カイト・カフェ

毎朝、苦みのあるコーヒーを・・・

「なんという不条理な死」~子どもが死ぬことをどう乗り越えるか 1

 私は宗教に心を寄せるが しかし信じない
 それは多くの宗教が
 正義の実現を来世、またはいつか分からない未来に置くからだ
 私は待てない
 特に子どもの死を 神が放置するとしたら
 そんな神様は 私はいらない
というお話

f:id:kite-cafe:20190529052910j:plain(ピーテル・パウルルーベンス 「ソロモンの審判」)

【来世の約束はいらない】

 ほぼ定期的にあっている女性がいます。今の家に引っ越したころ以来ですから、もうかれこれ四半世紀になろうかという長い期間です。
 2~3カ月に一遍、あるいは半年に一遍、また時には1年近く間を置いて突然訪ねてくる、あるキリスト教系宗教の勧誘者です。私より少し年長といった年ごろでしょうか、先日訊いたらこうした訪問はもう40年以上も続けているという話ですから大したものです。

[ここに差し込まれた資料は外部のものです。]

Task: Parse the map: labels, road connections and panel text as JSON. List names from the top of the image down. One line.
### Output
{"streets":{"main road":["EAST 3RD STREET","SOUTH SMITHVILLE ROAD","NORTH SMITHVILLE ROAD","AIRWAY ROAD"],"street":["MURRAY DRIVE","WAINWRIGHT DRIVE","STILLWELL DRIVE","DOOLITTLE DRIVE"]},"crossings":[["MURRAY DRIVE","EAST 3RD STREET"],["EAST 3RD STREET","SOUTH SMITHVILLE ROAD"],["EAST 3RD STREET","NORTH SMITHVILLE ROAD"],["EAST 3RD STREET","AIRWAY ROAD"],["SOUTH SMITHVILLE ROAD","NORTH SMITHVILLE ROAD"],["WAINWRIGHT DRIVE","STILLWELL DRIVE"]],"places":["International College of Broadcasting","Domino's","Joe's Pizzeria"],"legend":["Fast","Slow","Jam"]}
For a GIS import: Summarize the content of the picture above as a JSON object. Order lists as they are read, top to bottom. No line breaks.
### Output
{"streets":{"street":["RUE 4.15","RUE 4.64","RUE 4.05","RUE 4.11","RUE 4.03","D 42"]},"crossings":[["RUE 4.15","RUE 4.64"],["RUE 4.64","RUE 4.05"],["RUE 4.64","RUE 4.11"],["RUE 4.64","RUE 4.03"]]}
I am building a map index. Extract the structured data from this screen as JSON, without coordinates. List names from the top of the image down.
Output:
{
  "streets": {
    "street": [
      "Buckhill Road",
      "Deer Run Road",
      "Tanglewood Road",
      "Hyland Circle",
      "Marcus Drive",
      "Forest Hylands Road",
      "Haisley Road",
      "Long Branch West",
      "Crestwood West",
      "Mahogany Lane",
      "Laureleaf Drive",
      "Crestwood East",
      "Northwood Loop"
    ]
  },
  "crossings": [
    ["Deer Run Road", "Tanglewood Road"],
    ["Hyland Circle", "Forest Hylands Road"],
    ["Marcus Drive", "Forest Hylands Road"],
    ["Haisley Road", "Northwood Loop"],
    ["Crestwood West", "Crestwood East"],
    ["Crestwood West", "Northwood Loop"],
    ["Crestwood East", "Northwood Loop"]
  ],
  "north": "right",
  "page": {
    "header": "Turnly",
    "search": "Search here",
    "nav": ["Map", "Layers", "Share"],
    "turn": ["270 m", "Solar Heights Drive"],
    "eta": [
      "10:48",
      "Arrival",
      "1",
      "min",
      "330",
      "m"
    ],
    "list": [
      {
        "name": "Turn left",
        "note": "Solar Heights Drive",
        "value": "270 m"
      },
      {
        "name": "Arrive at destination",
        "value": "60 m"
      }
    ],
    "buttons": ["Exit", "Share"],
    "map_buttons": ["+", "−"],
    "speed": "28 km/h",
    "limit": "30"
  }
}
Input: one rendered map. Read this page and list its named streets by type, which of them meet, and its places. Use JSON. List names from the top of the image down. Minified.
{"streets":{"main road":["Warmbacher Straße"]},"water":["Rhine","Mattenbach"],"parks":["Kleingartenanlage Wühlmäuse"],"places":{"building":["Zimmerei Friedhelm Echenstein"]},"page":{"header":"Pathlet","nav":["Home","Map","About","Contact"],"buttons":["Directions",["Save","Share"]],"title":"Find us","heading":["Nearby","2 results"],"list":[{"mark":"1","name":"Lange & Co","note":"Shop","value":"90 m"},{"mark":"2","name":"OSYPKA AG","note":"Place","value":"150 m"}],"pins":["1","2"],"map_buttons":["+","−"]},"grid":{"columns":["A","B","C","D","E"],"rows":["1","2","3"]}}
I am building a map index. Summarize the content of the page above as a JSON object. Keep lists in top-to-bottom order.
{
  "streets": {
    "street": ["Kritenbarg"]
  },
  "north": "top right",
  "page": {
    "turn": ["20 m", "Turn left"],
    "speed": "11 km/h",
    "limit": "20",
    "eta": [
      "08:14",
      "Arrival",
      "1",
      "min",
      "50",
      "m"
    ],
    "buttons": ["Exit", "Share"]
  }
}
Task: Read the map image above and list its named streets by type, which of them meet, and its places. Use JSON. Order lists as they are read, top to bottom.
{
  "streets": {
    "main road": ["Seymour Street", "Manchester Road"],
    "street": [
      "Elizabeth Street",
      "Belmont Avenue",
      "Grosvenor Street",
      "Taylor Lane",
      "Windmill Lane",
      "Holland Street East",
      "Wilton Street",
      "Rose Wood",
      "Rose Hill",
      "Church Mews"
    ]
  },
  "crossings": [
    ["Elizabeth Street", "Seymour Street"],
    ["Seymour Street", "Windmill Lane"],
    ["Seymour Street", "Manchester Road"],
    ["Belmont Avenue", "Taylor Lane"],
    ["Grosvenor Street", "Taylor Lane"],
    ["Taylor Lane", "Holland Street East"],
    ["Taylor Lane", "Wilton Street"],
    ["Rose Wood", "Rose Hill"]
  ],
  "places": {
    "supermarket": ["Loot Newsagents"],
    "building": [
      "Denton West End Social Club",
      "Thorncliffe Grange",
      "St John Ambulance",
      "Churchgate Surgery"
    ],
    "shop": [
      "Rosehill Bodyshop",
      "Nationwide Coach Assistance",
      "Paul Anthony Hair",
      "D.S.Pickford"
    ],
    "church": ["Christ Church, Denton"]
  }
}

 私は宗教を持たない人間ですが、宗教を信じる人はとても尊敬しています。教え子でも、教義が日本の学校制度と会わず時々面倒くさいことになりがちな子がいたりしますが、面倒は面倒でも、その立ち振る舞いや生き方は美しく、「やはり人間は宗教を持たなくてはダメなのではないか」と思わされること再三です。

 けれど私が特定の宗教の信者となることはありません。特にキリスト教系の宗教は前述の女性が25年に渡って熱心に掻き口説いてくれても、受け入れることはできないのです。

 それはキリスト教の人々が、多かれ少なかれハルマゲドンと千年王国を考えているからです。

 地球上で善と悪の緊張が極限まで高まると、ハルマゲドンと呼ばれる最終戦争が起こり、やがて神が勝利するとそこに千年王国が出現する。そのときかつて神の側に立って戦い、正義のために殺された人々も復活し、神とともに生き、地上の楽園を楽しむ――そんな意味合いの思想です。

 他の宗教・宗派で言う「天国」とか「極楽」といった概念も気に入りません。
 正しい行いをした人たちは、仮に地上で不遇であっても、来世は保証されている。必ず幸せな世界に生まれ変わる。逆にこの世にあだなした人々は、現世でいかほどに恵まれているように見えても、来世では必ず報いを受ける。

 しかし私には、来世などどうでもいいのです。
 現世において因果応報のなされることが大切で、それを保証しない宗教にはまるで興味が湧かないのです。

 

【子どもの死を、神はどう説明してくれるのか】

 いや、そうではない、神の見えざる手はすでに日々、因果応報を果たしている。
 それでも正しく生きる者が幸せになれないと思うのは、その人が自分の罪に気づいていないからで、自分の気づかない罪を知れば、現在の不遇も理解できるはずだ――そういう人もいます。

 いいでしょう、その説を飲みましょう。
 しかしその上で重ねて聞くのですが、戦争のさなか、敵軍に襲われた街で残酷な殺され方をした赤ん坊には、どんな罪があったというのでしょう? 19世紀のロシアでは母親の腕から奪い取られた赤ん坊が、空中に高く投げ上げられて銃剣で受けられるということがありました。そんなことが日常茶飯に行われたわけですが、その赤ん坊に何の罪があったのか、その子の死にどういう意味があるのか、その苦しみはどうやって贖われるのか。
 それに答えられない宗教には意味がない――。

 私のオリジナルではありません。小説「カラマーゾフの兄弟」で主人公の一人、イヴァン・カラマーゾフがそう言っているのです。
 子どもが無残に殺されていくのを見過ごすようなら、そんな神はいらないと。

 

【自分自身の周辺の、子どもの死をどう乗り越えるか】

 ここのところ小学生以下の幼い子供たちが殺されたり事故で亡くなったりするニュースが続いています。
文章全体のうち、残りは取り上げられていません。